Develop a table of contents that flows easily from one chapter to the next. Describe the content of each chapter and make this information available to all contributors so that each author knows the scope and limitations of his or her chapter.
- Define all notation that will be used and keep it consistent
throughout the book.
- Define the reference style and keep it consistent for all chapters.
- Each author should highlight indexing terms for his or her
chapter (see Chapter 6). The index should
be compiled by the editor.
- Number and cite all figures, equations, tables, etc. in the same way (see Chapter 5).
An edited book will reflect the different writing styles of its contributors but otherwise it should be as consistent as possible.
A proceedings volume should be more than a record of the conference, meeting, or workshop. It should give a summary of the state-of-the art developments in the areas covered and provide direction for future research. A tutorial introduction to the subject is required.
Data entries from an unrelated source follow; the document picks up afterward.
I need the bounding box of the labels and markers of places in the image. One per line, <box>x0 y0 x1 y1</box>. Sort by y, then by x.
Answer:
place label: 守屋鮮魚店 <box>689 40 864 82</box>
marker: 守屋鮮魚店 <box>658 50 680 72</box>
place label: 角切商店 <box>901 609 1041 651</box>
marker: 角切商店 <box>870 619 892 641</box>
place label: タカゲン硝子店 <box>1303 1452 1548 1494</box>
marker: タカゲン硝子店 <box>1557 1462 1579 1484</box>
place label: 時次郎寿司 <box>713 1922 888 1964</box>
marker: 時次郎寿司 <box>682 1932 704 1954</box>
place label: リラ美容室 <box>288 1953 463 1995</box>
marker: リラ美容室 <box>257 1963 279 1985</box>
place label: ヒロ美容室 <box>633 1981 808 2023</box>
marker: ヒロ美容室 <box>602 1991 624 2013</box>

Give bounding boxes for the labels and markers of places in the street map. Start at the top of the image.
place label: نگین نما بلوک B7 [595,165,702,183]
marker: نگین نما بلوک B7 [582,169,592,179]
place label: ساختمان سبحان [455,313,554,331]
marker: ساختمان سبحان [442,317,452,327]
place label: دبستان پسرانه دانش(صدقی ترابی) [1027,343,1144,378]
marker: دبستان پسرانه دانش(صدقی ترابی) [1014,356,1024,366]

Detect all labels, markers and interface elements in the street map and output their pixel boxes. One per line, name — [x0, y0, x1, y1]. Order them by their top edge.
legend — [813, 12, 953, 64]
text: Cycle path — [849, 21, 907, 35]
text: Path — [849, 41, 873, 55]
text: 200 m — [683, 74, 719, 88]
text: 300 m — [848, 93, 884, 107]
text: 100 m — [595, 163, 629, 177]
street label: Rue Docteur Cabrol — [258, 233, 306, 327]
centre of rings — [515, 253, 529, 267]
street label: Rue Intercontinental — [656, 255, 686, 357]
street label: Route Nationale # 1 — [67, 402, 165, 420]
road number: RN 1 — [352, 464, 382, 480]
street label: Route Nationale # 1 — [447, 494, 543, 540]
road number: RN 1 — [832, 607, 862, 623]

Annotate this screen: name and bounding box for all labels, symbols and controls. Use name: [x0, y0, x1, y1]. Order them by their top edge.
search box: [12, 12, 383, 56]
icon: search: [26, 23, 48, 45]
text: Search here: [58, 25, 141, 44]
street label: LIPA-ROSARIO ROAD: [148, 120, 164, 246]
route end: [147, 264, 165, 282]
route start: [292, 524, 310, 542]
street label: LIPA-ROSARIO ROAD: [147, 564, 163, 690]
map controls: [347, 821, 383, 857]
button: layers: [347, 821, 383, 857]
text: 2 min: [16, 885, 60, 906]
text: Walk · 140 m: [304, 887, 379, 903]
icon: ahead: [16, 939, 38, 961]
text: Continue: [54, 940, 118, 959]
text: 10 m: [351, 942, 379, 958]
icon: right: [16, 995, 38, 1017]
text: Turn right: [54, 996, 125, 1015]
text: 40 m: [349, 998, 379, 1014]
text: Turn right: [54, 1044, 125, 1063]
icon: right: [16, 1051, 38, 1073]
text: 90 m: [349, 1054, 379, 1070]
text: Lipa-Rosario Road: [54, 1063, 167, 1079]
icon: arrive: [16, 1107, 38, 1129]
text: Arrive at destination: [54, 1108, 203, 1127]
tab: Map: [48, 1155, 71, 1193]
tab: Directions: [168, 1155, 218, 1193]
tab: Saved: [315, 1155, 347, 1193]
Papers should be organized in a logical fashion. The proceedings volume should be more than an alphabetical compendium of papers. The papers must be refereed by the editor before the manuscript is submitted to SIAM.
Preparing the Proceedings Paper
We encourage the use of TeX or LaTeX. Macros are available from the SIAM office. We will prepare special instructions to send to all authors of a proceedings volume.
A page limitation may be set and a copyright release will be required for each paper.
You and your SIAM editor will set a deadline. Papers will not be accepted after this date. Timeliness of publication is essential for proceedings. Unless deadlines are strictly adhered to, publication schedules can be delayed indefinitely. We will count on you to help us enforce this deadline.